Make examples realistic. If your edge cases are weird, include weird examples. If your typical input is messy, show messy examples.

Vary your examples. Don't show three CRITICAL tickets then one LOW ticket. Shuffle the categories so Claude doesn't assume order matters.

Include brief reasoning. "Reason: X" tells Claude why you categorized that way. This transfers to new examples.

Test with your actual data. If you're classifying support tickets, use real support tickets in your examples. Not sanitized versions.

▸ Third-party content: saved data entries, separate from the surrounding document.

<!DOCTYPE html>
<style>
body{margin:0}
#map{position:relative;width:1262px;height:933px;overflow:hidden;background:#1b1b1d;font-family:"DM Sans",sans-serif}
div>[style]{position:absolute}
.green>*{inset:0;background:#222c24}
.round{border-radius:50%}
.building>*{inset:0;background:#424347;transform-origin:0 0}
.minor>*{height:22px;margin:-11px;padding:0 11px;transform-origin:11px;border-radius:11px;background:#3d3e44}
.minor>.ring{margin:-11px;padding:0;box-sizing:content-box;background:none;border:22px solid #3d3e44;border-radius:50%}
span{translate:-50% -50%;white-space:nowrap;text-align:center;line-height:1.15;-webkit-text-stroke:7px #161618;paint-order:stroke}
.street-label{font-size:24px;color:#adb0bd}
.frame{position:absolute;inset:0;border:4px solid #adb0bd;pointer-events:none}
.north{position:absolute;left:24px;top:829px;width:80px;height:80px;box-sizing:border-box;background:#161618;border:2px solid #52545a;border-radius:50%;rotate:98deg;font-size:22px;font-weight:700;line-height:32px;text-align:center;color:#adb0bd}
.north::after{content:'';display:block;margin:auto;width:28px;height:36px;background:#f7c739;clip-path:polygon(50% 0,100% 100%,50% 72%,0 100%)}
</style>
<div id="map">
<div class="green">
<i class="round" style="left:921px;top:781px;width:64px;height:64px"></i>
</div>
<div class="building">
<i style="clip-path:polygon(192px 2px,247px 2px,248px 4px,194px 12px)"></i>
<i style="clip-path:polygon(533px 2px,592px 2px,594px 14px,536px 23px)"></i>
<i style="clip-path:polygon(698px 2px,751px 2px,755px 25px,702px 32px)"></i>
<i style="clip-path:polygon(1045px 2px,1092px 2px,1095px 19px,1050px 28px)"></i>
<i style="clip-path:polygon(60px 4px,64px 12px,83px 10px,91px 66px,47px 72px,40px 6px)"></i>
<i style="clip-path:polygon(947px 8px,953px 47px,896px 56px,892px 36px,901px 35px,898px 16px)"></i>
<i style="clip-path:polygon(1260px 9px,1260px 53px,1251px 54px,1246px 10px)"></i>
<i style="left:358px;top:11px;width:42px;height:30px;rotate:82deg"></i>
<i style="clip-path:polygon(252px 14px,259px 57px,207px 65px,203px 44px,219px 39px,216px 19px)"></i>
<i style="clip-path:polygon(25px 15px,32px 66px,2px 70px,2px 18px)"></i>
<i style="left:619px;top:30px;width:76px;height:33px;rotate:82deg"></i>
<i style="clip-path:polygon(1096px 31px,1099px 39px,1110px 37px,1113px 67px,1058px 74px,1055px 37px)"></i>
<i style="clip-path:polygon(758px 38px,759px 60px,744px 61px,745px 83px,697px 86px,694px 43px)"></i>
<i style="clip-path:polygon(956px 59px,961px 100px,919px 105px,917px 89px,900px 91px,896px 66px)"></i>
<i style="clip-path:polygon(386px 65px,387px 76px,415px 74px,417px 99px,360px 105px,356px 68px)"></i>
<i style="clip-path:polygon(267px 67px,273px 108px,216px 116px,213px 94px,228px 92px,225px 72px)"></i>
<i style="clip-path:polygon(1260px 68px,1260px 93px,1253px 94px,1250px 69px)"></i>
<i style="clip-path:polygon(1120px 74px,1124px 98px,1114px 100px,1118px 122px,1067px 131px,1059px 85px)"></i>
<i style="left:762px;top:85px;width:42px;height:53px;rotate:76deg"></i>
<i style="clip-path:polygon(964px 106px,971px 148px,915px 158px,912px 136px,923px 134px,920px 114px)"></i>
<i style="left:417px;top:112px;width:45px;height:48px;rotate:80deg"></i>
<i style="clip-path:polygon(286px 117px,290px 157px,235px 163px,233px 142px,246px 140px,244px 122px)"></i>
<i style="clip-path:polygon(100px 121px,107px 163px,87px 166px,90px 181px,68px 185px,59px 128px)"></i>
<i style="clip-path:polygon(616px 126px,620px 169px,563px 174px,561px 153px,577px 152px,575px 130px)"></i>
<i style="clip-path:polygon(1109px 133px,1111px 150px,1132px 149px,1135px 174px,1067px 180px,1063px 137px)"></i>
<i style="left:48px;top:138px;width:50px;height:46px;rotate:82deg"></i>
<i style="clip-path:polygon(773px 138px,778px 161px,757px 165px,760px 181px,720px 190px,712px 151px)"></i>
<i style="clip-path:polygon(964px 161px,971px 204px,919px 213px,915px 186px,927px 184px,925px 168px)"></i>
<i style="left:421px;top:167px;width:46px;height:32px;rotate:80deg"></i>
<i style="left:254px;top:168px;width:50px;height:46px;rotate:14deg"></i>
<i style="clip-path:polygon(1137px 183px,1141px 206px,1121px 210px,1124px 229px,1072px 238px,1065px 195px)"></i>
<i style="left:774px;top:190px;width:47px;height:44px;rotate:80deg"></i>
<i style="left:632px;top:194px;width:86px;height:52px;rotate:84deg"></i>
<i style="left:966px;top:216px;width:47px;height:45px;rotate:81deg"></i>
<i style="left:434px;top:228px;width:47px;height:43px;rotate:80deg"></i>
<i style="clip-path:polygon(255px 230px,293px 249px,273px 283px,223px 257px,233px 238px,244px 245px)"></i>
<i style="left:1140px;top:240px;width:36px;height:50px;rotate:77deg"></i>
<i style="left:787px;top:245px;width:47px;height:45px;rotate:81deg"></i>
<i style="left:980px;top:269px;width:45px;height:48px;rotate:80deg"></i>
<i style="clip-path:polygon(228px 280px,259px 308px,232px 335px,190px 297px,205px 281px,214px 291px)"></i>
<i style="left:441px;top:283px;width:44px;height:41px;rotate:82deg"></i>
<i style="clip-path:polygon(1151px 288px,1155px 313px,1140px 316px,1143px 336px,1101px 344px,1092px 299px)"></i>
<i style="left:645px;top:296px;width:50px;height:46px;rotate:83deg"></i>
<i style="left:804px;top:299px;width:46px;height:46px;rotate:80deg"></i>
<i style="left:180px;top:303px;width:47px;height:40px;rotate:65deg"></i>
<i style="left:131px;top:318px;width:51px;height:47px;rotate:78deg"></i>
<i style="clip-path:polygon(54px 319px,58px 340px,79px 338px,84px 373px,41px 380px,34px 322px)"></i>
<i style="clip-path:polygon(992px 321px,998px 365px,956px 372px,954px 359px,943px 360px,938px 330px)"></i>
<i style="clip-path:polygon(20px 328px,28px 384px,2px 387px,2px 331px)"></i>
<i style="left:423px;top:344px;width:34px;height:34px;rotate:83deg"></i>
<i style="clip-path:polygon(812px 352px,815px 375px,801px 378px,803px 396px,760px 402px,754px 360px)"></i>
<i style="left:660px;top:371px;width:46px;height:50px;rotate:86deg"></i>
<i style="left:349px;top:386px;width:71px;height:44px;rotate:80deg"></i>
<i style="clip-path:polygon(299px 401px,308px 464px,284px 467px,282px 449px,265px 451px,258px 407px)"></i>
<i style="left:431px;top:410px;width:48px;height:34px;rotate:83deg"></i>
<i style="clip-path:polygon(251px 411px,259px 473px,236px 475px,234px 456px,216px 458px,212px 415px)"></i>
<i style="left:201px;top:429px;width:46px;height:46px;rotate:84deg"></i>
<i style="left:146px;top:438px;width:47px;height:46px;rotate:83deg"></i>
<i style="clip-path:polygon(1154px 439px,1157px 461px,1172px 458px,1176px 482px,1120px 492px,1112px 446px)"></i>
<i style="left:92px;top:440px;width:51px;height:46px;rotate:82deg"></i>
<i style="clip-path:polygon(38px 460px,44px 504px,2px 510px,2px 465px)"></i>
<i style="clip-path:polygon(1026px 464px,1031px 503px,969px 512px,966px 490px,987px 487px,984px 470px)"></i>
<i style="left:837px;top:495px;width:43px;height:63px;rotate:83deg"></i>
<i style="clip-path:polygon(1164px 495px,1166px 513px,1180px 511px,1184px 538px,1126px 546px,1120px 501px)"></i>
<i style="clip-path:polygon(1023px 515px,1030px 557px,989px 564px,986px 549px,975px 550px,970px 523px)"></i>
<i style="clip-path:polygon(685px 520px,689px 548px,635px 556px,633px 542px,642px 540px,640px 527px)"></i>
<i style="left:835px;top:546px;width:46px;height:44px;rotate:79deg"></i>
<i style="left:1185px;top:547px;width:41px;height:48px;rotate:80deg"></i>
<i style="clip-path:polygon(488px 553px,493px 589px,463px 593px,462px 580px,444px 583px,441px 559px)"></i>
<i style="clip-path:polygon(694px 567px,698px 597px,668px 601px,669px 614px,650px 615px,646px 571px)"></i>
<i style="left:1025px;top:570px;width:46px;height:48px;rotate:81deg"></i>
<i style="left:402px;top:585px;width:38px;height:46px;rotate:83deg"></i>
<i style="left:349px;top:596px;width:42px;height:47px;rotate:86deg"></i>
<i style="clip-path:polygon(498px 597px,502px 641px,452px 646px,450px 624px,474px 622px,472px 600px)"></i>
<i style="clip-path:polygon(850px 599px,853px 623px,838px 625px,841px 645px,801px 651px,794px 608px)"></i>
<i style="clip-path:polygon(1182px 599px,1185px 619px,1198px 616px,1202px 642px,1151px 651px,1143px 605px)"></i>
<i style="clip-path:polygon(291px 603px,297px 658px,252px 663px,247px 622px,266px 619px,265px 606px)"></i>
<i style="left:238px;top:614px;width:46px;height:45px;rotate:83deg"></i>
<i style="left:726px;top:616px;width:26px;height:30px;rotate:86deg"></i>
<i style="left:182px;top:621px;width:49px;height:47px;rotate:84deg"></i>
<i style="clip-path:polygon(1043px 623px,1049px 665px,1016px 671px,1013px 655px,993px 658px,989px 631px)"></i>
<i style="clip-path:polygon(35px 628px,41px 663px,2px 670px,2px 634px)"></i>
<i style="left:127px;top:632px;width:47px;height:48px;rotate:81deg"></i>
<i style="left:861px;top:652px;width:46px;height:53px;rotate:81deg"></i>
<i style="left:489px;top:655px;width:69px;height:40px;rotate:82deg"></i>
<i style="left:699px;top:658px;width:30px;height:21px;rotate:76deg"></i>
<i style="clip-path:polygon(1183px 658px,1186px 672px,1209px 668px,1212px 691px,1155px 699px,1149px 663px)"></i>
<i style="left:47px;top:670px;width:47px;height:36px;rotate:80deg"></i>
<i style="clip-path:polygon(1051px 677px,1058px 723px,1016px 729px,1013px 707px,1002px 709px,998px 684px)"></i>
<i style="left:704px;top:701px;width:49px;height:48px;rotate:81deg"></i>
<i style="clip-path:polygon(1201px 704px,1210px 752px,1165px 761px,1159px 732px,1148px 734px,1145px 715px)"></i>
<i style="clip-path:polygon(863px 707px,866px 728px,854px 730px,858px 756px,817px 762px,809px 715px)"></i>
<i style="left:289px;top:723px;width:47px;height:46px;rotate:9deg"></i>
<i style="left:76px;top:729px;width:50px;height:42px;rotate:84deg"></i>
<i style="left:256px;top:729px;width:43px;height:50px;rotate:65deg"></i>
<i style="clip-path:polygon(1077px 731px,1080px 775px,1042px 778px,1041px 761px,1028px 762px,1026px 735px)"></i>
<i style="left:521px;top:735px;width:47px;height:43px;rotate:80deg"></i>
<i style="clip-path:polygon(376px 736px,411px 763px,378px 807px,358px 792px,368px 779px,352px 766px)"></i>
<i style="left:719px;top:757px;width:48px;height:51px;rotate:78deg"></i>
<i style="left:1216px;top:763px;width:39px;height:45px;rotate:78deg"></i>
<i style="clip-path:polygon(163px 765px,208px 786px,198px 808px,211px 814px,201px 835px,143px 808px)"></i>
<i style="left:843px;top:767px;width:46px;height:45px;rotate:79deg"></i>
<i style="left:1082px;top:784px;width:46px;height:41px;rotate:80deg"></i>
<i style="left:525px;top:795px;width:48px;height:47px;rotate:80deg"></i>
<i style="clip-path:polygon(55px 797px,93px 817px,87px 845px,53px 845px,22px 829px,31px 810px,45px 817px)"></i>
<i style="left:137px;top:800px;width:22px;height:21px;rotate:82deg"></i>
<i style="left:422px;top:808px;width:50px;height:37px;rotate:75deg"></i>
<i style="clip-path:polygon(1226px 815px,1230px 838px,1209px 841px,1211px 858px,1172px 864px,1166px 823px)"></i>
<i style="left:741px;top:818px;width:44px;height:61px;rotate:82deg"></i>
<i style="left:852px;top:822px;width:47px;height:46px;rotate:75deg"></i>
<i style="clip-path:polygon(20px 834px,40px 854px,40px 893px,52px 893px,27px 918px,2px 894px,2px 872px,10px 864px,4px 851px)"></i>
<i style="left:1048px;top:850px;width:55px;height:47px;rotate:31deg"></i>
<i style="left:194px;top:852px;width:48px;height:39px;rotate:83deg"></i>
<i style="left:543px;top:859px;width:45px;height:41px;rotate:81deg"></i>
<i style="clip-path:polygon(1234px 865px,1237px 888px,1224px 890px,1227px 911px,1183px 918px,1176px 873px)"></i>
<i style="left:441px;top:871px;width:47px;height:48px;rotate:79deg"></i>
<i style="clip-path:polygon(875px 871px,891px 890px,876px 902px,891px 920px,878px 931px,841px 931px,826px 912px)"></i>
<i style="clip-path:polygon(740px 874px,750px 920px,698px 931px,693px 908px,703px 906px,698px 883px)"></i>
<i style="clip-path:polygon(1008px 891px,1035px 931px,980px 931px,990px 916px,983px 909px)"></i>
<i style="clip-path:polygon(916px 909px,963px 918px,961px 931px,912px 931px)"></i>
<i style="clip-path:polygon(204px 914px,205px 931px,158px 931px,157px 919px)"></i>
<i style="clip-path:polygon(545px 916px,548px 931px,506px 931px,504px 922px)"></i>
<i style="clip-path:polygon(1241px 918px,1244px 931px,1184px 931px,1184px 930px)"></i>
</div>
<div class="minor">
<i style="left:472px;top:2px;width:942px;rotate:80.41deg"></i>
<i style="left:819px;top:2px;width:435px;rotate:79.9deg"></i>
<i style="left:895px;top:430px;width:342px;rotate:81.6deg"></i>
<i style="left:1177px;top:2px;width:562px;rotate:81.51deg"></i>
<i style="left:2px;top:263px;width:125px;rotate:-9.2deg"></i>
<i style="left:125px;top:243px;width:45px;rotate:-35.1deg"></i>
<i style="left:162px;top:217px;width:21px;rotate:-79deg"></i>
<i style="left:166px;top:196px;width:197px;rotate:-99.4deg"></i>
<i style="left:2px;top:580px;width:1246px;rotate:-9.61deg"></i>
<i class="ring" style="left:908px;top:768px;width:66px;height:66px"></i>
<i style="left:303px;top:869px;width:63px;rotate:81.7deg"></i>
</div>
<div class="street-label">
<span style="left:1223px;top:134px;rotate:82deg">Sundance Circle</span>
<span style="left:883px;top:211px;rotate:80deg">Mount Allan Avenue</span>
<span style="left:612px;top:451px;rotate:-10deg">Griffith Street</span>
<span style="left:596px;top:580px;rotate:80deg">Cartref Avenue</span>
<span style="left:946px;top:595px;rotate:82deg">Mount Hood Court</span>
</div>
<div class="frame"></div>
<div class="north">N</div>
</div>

When to upgrade to system prompts

Once you've fine-tuned your approach with few-shot, consider using Claude's system parameter. This is where you place your instructions and examples permanently:

message = client.messages.create(
    model="claude-3-5-sonnet-20241022",
    max_tokens=1024,
    system="You are a support ticket classifier. [Insert your few-shot examples here]",
    messages=[
        {"role": "user", "content": "Categorize this ticket: [new ticket]"}
    ]
)

System prompts keep your instructions consistent across API calls and are slightly more effective than putting everything in the user message.

The bottom line

Start with zero-shot. It's fast and Claude is smart. When you notice inconsistencies or misalignment with your specific criteria, move to few-shot. Show Claude what you actually want with 3-5 real examples, then evaluate results on your actual workload.

Most teams find they need few-shot for maybe 20-30% of their tasks. The rest happily runs on zero-shot with a well-written prompt.

The mistake is overthinking this. Zero-shot isn't "beginner" and few-shot isn't "advanced"—they're tools for different jobs. Use the right tool and move on.